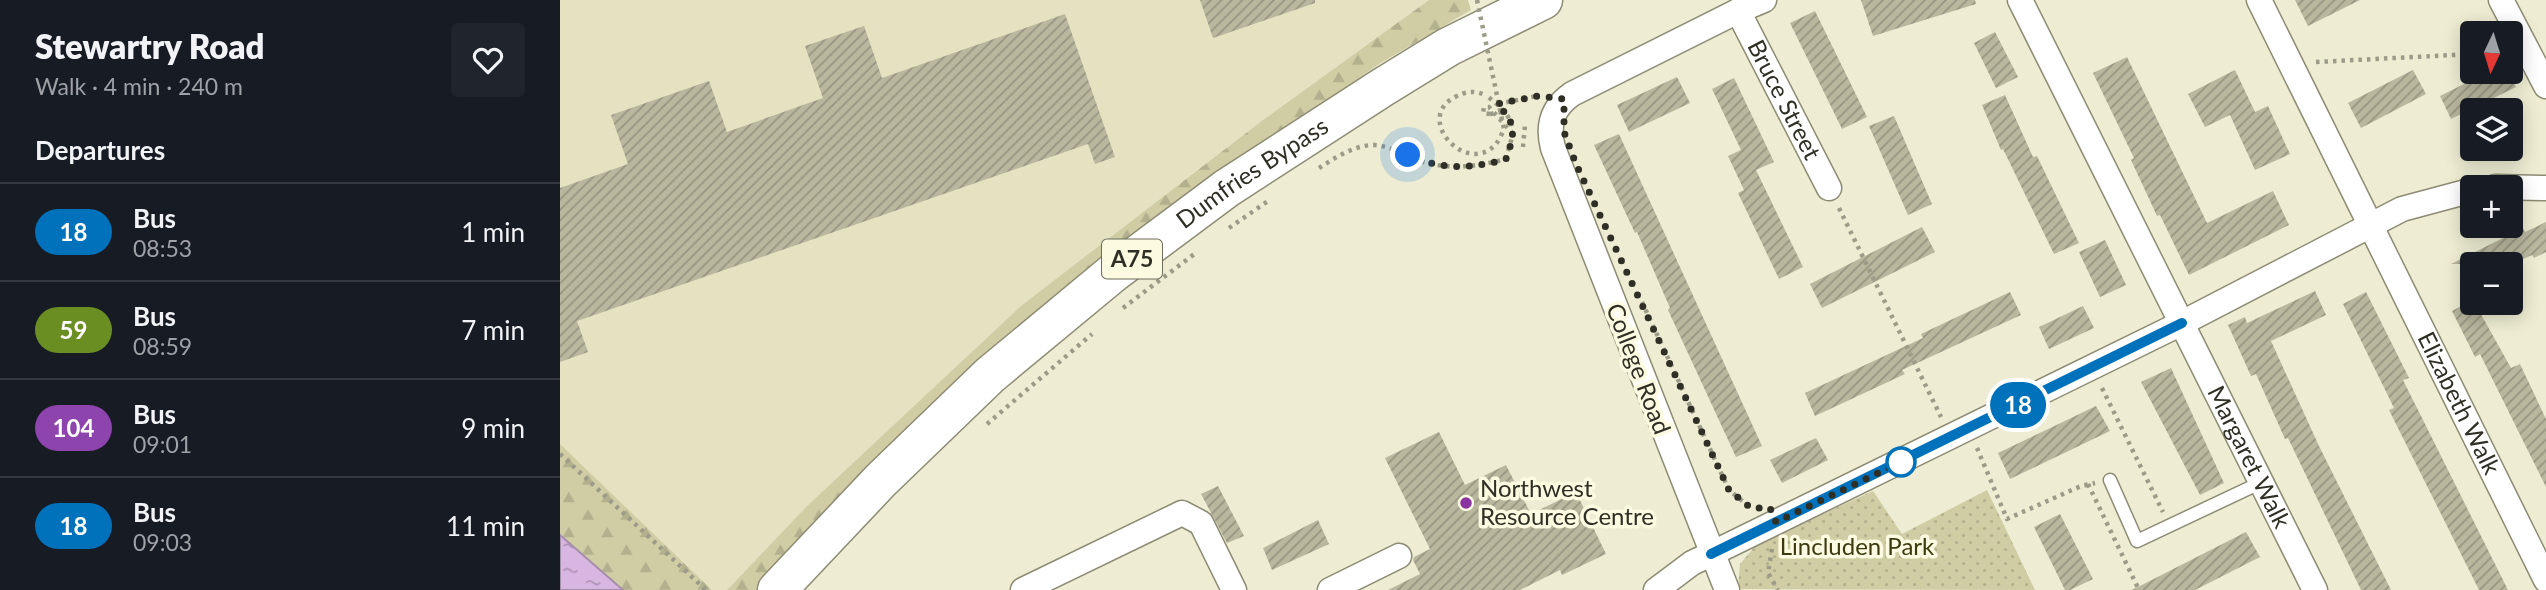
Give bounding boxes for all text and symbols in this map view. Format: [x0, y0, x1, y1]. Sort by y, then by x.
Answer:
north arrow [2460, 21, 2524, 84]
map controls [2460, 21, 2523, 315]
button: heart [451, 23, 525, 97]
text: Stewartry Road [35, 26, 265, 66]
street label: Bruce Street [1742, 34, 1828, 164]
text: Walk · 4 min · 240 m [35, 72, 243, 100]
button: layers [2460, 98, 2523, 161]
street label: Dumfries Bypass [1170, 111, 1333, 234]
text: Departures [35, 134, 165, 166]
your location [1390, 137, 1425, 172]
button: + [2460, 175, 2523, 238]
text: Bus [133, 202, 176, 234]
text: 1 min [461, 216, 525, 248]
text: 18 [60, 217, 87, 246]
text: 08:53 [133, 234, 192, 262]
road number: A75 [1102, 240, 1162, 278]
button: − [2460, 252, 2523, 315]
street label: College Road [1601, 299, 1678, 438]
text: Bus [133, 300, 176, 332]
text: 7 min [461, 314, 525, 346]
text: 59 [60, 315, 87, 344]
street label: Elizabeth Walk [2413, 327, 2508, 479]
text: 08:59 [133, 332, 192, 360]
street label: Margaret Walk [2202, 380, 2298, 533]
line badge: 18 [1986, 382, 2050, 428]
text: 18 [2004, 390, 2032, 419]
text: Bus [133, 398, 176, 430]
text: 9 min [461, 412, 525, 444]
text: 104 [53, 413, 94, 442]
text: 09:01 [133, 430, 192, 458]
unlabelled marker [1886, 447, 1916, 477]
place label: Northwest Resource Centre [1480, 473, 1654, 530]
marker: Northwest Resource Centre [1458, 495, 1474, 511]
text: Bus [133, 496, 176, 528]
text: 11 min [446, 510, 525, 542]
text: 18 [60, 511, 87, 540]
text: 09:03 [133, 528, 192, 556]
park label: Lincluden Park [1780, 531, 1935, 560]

__AIM OF THE EXERCISE__:
Show every line of the material that includes the string "Resource".

__REPLY TO THE EXERCISE__:
place label: Northwest Resource Centre [1480, 473, 1654, 530]
marker: Northwest Resource Centre [1458, 495, 1474, 511]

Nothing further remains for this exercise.